## Given data
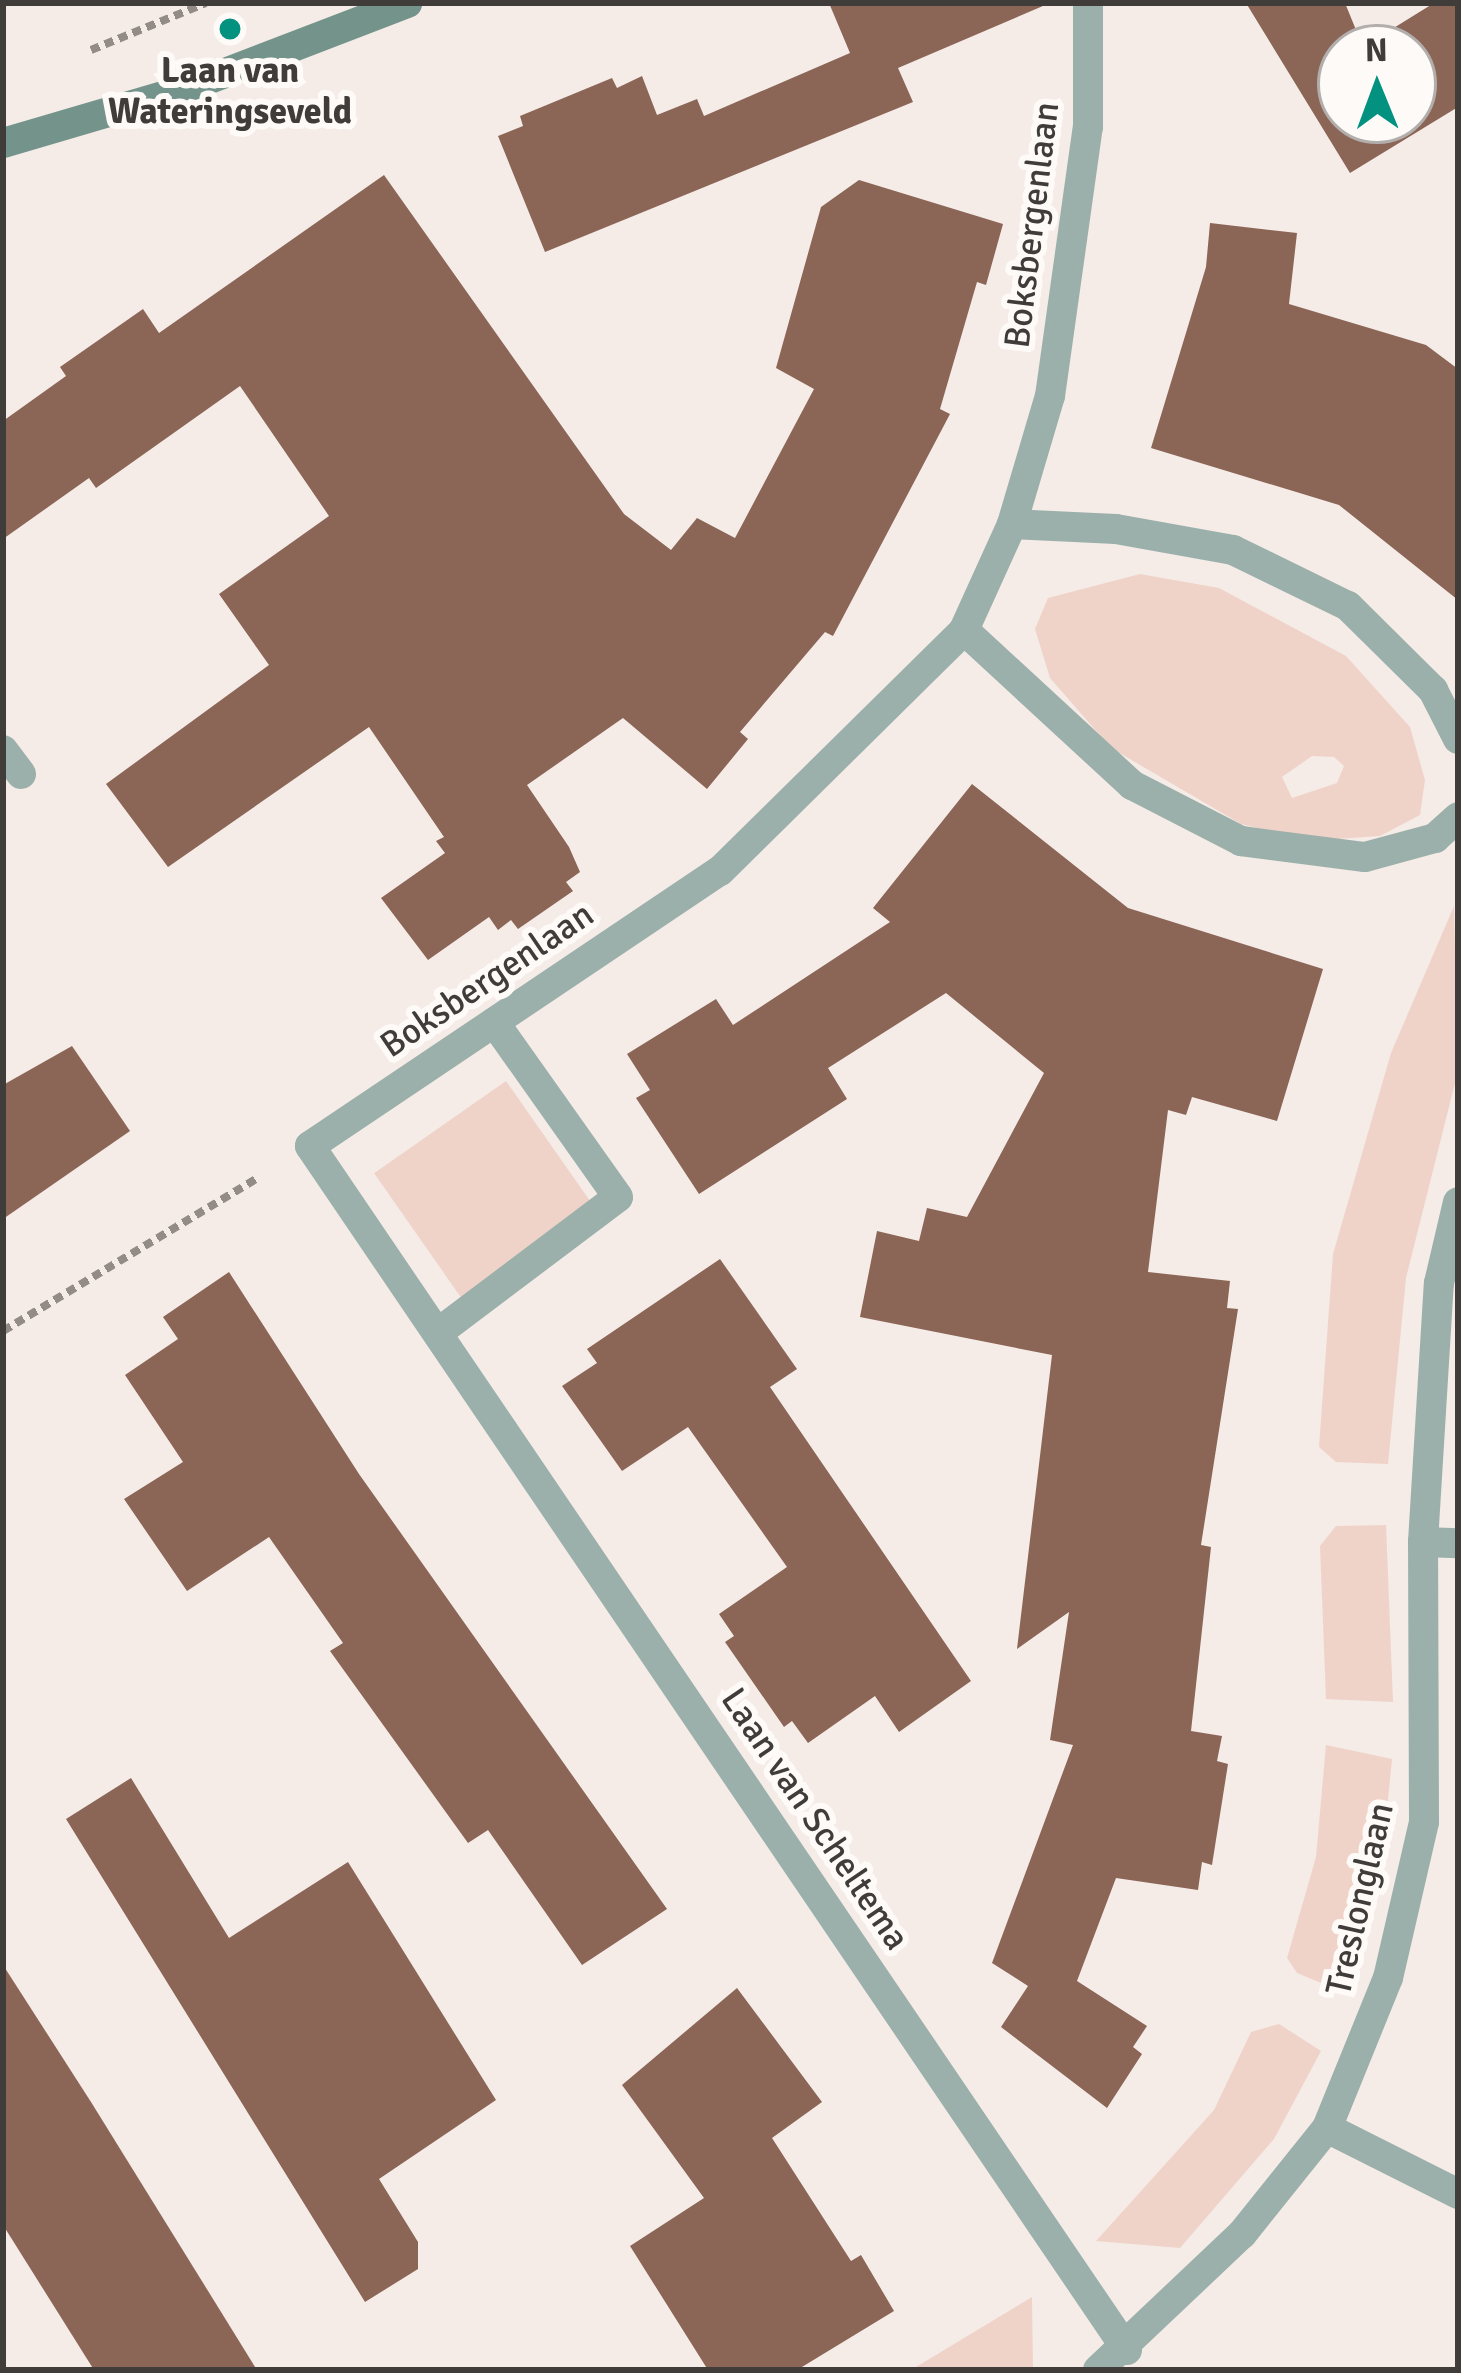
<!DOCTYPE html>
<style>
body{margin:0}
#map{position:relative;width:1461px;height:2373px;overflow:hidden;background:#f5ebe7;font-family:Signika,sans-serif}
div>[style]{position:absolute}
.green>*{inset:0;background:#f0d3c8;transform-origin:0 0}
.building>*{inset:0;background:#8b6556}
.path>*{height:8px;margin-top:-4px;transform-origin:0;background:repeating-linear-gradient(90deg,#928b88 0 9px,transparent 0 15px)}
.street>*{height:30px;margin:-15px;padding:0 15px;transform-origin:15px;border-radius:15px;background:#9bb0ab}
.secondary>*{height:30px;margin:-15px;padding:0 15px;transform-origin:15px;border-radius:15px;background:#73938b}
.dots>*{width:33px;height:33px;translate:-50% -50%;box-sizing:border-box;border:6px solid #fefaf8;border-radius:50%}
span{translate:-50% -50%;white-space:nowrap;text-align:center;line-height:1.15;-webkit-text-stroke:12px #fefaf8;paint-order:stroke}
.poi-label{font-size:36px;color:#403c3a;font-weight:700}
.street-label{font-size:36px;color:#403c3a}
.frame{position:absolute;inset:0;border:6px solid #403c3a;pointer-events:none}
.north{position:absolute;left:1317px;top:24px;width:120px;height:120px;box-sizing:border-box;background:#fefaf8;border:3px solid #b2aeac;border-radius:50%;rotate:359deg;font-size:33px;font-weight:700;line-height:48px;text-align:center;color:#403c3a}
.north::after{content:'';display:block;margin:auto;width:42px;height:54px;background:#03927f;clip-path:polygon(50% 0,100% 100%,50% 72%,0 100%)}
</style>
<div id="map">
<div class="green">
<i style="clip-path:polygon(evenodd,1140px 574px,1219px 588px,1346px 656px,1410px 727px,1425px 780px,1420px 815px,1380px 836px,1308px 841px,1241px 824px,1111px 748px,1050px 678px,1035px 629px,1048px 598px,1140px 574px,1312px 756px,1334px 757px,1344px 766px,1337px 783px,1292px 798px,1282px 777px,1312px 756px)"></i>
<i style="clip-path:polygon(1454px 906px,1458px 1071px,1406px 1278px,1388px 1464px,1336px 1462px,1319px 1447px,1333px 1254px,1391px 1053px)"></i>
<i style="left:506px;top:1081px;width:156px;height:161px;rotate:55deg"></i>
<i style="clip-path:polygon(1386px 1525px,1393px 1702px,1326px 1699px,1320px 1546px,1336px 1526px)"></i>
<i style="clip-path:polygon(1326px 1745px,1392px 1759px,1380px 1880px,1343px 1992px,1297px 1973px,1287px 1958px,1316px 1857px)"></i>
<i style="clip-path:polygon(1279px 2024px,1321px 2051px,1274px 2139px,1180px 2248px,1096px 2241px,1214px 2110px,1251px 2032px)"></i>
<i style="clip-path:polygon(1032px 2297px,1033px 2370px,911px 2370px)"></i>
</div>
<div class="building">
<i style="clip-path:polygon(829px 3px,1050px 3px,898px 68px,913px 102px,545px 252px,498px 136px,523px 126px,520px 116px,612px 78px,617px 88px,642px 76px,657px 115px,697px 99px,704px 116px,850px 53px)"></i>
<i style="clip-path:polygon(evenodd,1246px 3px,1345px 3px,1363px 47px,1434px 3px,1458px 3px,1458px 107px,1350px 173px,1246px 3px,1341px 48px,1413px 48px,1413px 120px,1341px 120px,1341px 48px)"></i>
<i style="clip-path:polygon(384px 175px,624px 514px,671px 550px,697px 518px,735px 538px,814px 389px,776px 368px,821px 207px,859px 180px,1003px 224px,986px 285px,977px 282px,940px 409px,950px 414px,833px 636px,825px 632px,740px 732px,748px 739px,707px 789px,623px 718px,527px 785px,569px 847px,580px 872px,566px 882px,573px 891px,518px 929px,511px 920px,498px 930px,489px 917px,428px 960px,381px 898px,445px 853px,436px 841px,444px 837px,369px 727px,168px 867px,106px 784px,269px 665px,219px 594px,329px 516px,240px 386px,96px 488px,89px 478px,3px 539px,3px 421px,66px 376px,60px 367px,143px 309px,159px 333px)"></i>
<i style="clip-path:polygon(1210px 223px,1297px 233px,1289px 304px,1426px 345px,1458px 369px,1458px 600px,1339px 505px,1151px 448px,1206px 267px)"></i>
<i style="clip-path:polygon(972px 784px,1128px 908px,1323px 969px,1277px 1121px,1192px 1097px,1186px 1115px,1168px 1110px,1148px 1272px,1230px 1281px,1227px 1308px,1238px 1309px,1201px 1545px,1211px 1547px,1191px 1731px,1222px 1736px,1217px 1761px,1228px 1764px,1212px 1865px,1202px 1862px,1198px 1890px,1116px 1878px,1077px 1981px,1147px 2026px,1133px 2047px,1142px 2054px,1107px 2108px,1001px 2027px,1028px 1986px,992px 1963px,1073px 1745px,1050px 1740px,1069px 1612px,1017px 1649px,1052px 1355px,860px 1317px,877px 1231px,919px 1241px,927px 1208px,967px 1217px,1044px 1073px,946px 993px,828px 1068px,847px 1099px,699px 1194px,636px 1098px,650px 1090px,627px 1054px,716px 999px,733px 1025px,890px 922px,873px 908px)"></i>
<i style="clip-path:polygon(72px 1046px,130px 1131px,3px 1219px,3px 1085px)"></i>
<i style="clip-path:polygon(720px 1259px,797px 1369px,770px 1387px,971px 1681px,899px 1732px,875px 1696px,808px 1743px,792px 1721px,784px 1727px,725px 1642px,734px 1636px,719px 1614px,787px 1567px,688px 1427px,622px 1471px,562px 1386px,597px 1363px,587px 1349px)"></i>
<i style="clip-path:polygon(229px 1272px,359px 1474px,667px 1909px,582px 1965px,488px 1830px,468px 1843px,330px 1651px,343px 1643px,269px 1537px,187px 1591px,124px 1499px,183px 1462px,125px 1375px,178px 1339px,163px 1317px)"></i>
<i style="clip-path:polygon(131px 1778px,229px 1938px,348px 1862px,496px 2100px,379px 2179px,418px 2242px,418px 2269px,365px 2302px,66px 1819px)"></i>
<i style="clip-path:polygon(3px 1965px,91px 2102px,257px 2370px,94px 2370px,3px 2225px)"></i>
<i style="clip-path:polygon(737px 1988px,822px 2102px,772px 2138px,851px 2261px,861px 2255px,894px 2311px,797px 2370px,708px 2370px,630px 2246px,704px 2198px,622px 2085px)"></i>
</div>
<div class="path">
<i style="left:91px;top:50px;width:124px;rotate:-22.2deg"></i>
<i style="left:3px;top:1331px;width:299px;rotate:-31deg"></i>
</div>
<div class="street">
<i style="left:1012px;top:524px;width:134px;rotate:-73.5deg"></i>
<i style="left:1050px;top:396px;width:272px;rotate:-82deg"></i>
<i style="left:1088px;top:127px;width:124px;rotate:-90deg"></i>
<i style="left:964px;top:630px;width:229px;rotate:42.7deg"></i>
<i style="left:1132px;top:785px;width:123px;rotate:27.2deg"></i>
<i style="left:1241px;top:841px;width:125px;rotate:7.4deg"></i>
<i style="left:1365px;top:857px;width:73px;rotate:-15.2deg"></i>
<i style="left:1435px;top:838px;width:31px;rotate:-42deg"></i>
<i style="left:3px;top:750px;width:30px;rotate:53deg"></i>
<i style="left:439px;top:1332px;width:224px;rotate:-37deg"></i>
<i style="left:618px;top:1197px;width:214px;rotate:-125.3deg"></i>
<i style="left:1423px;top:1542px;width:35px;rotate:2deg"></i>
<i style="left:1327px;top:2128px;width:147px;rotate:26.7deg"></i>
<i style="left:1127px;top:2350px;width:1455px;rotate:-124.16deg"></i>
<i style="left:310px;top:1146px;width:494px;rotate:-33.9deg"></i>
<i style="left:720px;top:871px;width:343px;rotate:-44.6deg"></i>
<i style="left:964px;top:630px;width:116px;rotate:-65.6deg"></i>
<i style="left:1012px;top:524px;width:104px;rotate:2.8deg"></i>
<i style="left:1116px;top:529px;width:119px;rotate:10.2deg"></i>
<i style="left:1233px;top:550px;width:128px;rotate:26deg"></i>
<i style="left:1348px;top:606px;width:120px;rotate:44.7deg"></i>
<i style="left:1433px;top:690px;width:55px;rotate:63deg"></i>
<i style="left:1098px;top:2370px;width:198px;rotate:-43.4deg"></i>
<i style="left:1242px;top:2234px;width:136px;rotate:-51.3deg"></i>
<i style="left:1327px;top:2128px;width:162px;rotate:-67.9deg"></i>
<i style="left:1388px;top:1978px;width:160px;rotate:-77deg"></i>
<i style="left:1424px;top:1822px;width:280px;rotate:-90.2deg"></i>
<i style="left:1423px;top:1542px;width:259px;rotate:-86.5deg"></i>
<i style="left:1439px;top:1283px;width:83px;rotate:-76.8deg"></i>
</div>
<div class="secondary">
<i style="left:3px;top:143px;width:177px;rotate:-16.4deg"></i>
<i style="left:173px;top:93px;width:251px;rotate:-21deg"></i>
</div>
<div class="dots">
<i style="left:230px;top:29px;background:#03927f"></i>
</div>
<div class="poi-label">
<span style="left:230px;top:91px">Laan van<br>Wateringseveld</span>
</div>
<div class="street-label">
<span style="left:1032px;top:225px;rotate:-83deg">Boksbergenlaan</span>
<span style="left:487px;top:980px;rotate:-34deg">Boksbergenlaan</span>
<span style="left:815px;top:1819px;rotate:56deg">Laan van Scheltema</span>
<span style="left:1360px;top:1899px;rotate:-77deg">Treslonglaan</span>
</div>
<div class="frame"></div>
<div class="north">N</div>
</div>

## Work to complete
Pictures are to be omitted; otherwise, every line from the first line of the listing through the line containing "0 9px,transparent 0" must be reproduced exactly, both ends included.

## Expected answer
<!DOCTYPE html>
<style>
body{margin:0}
#map{position:relative;width:1461px;height:2373px;overflow:hidden;background:#f5ebe7;font-family:Signika,sans-serif}
div>[style]{position:absolute}
.green>*{inset:0;background:#f0d3c8;transform-origin:0 0}
.building>*{inset:0;background:#8b6556}
.path>*{height:8px;margin-top:-4px;transform-origin:0;background:repeating-linear-gradient(90deg,#928b88 0 9px,transparent 0 15px)}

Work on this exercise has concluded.